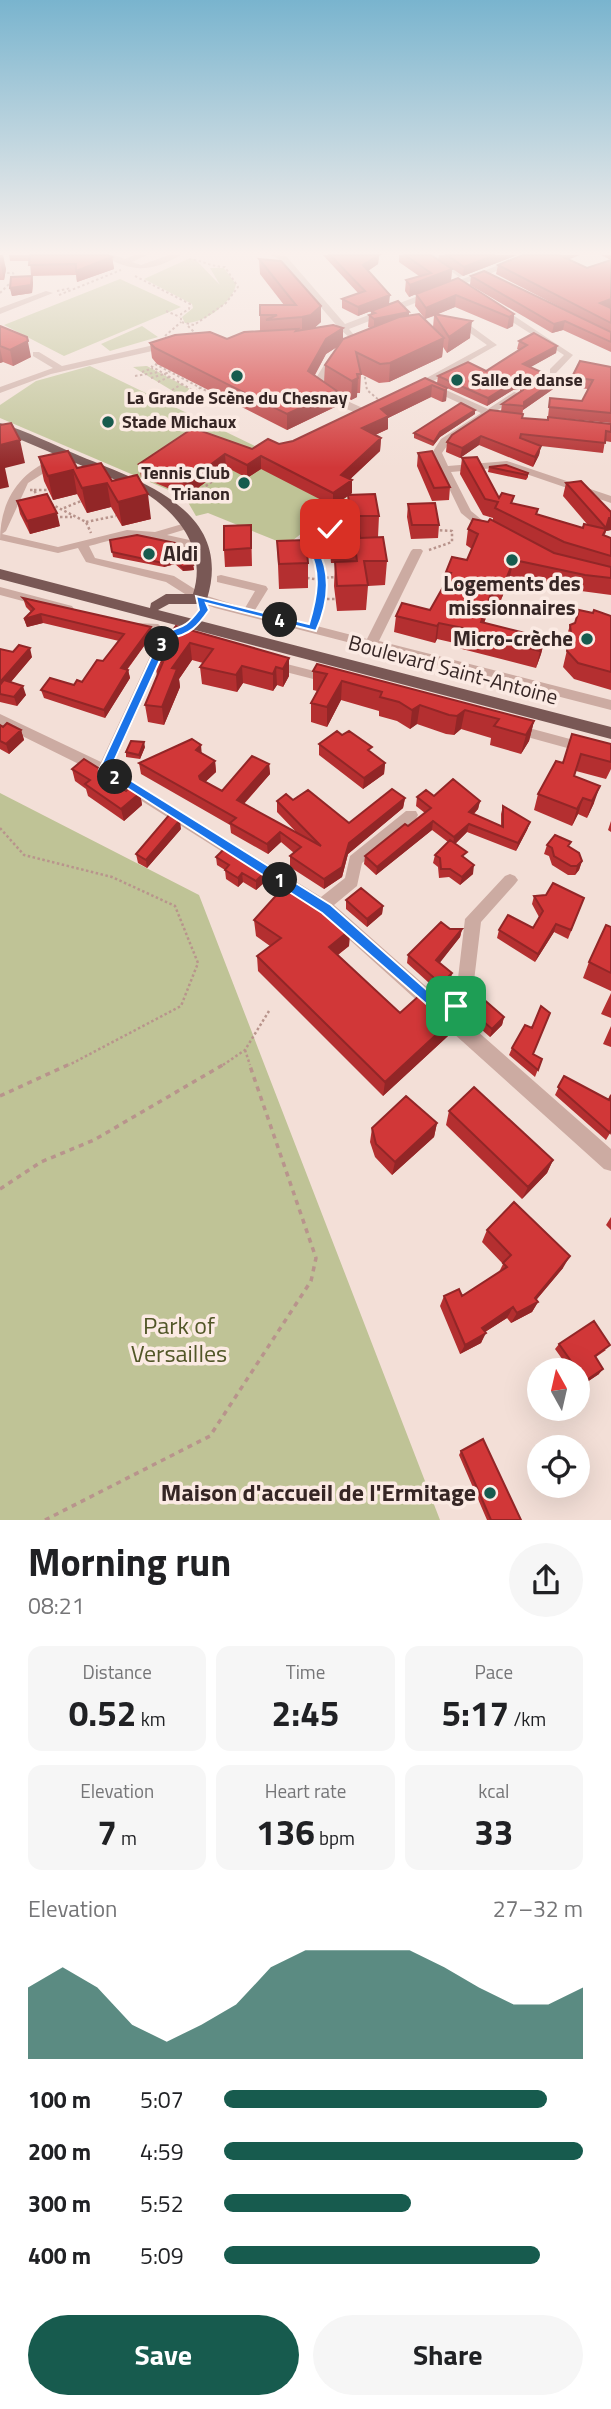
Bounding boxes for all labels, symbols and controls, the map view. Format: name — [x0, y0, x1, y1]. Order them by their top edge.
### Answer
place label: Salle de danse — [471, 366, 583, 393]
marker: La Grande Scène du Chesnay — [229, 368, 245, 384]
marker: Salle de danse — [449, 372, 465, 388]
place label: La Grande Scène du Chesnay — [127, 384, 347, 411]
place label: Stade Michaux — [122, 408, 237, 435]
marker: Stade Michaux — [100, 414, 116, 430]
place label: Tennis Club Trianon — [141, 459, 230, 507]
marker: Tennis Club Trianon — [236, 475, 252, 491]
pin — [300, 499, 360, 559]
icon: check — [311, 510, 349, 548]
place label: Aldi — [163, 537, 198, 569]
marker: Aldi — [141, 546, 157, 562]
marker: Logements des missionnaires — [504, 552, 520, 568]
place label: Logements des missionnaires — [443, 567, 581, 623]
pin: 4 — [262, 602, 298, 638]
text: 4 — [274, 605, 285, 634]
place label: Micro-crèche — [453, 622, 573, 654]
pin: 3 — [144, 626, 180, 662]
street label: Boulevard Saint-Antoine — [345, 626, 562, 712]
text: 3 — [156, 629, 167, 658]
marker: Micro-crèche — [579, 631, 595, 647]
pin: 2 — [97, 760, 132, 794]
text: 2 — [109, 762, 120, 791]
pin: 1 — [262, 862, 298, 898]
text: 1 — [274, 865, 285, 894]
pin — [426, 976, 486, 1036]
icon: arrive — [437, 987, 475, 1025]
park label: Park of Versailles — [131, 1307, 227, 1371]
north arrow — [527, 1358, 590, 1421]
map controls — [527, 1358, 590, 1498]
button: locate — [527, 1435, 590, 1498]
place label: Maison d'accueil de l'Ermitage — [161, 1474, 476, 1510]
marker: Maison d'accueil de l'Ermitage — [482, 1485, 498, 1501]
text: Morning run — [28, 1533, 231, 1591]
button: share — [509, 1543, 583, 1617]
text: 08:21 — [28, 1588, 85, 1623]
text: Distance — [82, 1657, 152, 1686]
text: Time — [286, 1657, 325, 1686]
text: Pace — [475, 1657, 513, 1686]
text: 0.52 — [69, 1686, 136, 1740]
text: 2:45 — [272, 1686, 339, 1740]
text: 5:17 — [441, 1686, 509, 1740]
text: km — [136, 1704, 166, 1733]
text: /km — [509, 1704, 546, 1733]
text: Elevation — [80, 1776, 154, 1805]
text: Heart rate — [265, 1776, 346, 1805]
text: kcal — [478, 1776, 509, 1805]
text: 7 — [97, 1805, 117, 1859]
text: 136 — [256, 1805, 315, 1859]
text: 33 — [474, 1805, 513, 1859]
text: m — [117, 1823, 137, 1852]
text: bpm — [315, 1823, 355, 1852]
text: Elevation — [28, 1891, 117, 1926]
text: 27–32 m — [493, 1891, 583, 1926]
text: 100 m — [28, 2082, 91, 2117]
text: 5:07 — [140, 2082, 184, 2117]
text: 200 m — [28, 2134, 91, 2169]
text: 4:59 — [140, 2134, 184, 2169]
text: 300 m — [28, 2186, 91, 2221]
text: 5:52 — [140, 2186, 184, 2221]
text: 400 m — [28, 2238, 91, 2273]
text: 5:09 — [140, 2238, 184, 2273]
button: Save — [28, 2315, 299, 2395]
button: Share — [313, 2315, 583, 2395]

---

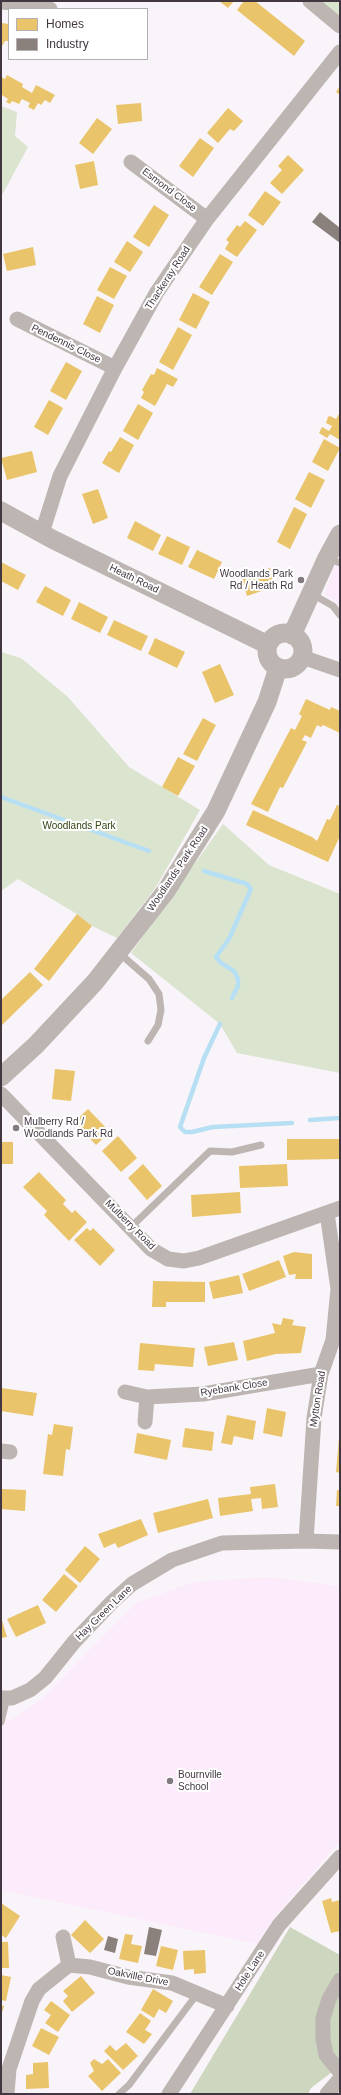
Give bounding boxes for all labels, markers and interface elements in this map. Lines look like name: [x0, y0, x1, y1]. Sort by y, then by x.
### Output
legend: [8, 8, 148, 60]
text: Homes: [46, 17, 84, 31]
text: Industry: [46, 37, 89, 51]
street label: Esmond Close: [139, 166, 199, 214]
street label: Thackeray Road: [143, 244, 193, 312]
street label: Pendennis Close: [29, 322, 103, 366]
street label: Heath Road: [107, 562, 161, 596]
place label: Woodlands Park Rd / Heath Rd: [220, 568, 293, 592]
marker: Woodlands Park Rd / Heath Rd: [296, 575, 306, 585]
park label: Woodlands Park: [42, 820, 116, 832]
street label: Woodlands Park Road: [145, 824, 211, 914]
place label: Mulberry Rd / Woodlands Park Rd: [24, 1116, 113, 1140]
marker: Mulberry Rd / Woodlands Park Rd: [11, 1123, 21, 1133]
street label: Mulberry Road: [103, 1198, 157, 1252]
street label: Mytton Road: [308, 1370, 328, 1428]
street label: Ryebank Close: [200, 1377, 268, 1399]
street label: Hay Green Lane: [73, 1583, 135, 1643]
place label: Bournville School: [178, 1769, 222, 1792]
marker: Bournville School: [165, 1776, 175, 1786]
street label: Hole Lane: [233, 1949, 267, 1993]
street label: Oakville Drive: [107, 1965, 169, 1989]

---

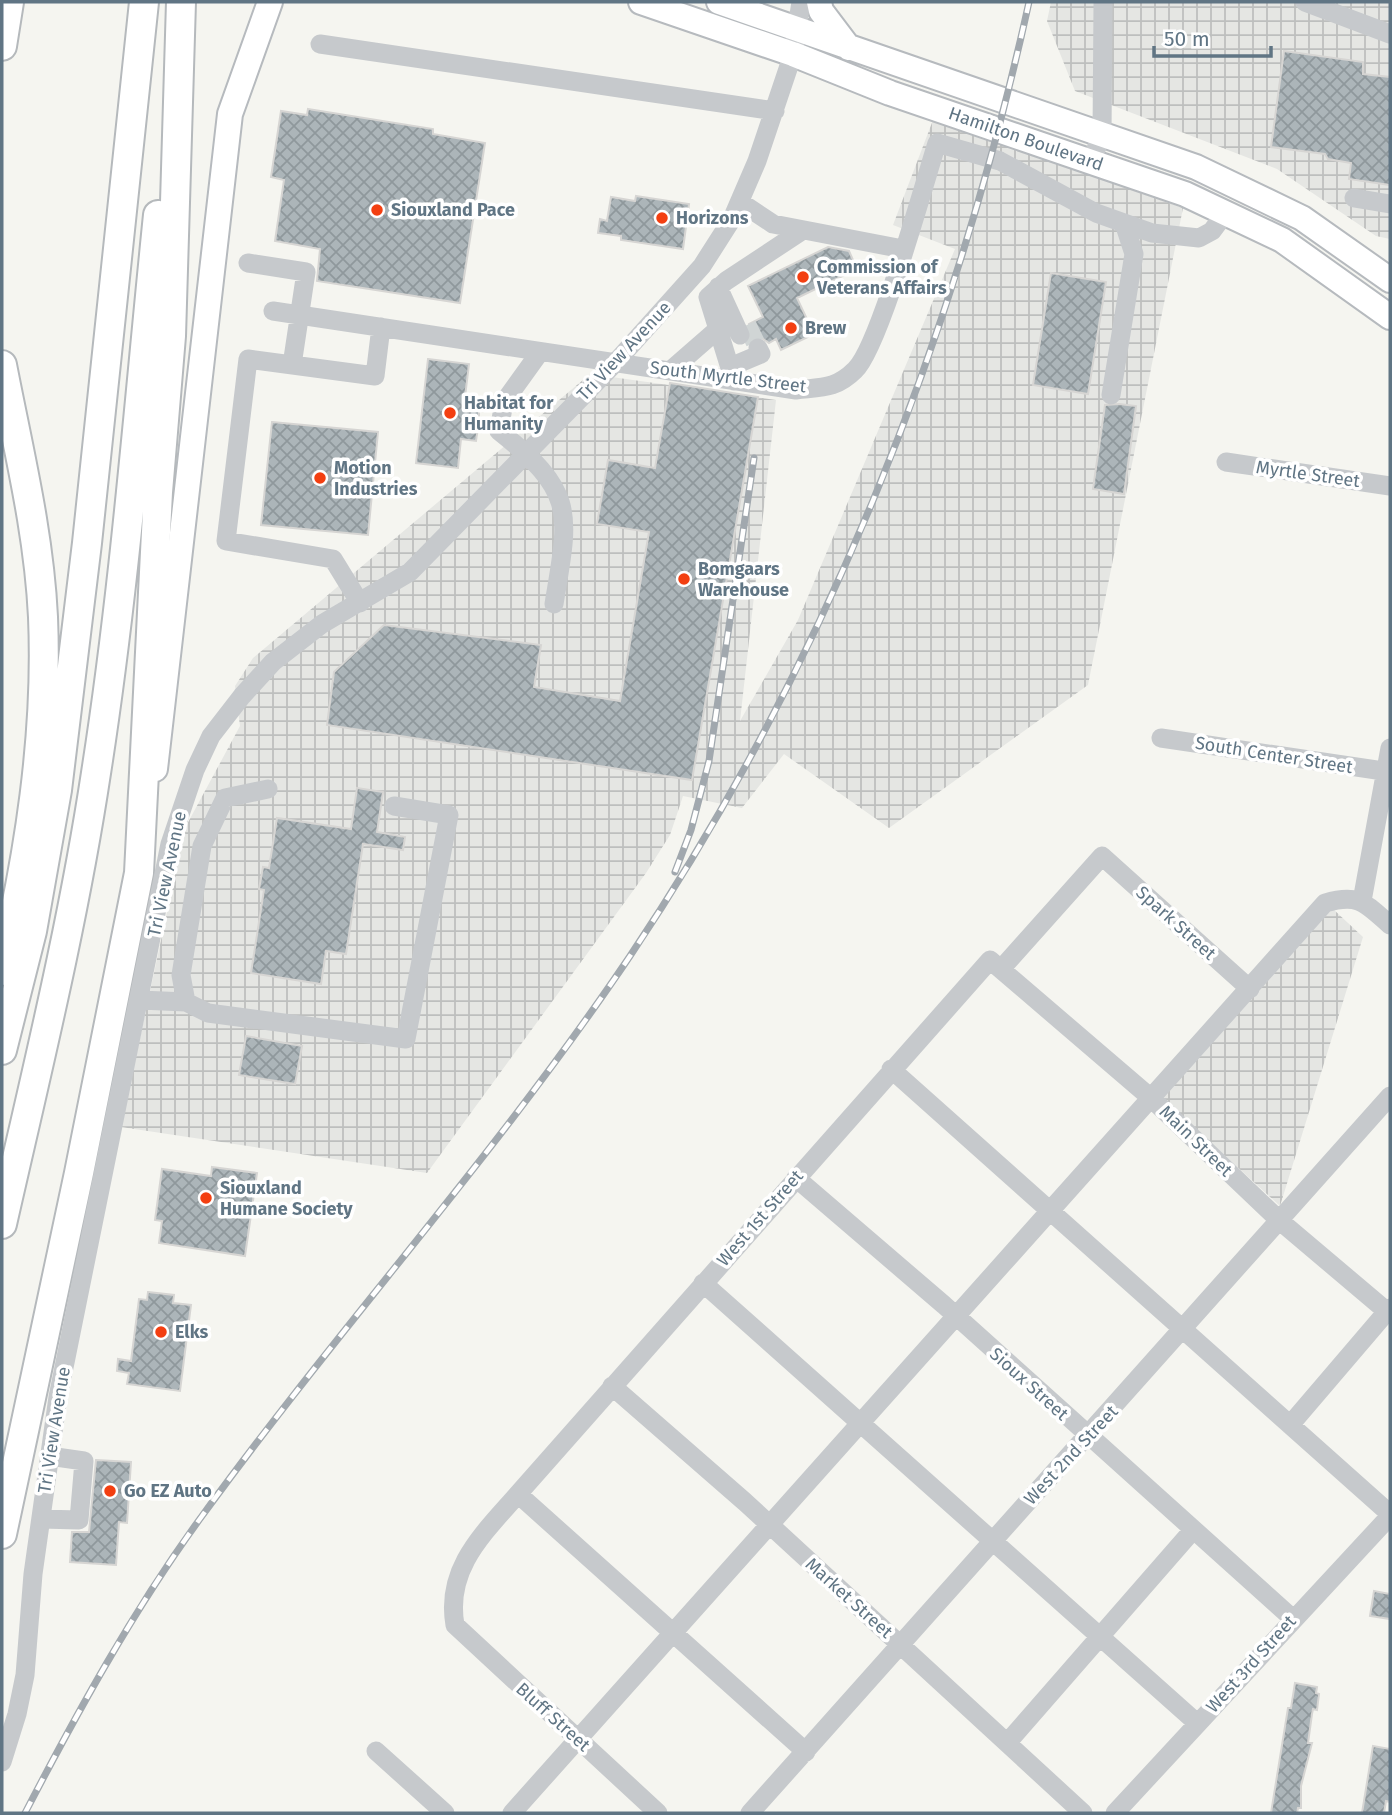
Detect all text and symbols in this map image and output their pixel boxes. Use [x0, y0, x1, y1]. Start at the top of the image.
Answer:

**Task**
Each line that includes "name" counts once; state how many such lines the listing has, with no other words.

**Solution to this task**
2